(Provided data begins)
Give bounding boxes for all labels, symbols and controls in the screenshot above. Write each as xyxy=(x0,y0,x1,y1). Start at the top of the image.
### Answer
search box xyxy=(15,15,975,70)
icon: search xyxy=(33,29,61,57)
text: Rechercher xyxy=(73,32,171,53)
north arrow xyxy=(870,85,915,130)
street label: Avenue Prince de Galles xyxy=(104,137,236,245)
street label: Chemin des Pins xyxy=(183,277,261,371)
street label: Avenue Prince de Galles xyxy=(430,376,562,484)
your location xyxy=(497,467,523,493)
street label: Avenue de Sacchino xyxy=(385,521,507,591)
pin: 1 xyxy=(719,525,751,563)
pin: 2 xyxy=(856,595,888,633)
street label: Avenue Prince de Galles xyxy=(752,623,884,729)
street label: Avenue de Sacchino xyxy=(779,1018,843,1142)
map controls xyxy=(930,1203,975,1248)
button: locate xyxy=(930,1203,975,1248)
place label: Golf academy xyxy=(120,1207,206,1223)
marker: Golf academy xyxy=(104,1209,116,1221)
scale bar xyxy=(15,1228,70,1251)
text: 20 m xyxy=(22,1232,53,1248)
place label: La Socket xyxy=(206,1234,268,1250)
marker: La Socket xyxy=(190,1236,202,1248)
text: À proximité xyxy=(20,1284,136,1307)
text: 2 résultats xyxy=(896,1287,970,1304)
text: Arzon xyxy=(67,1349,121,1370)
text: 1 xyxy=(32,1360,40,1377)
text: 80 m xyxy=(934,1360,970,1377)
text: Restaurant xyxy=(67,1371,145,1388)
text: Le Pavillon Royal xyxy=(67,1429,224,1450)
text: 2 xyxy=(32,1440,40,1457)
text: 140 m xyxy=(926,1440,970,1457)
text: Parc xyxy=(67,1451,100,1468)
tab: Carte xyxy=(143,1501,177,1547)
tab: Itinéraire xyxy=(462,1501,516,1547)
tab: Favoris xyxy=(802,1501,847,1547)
(Provided data ends)
_What the exercise asks_.
Find every line in the records that uses the string "street", then copy it.

_Completed task_.
street label: Avenue Prince de Galles xyxy=(104,137,236,245)
street label: Chemin des Pins xyxy=(183,277,261,371)
street label: Avenue Prince de Galles xyxy=(430,376,562,484)
street label: Avenue de Sacchino xyxy=(385,521,507,591)
street label: Avenue Prince de Galles xyxy=(752,623,884,729)
street label: Avenue de Sacchino xyxy=(779,1018,843,1142)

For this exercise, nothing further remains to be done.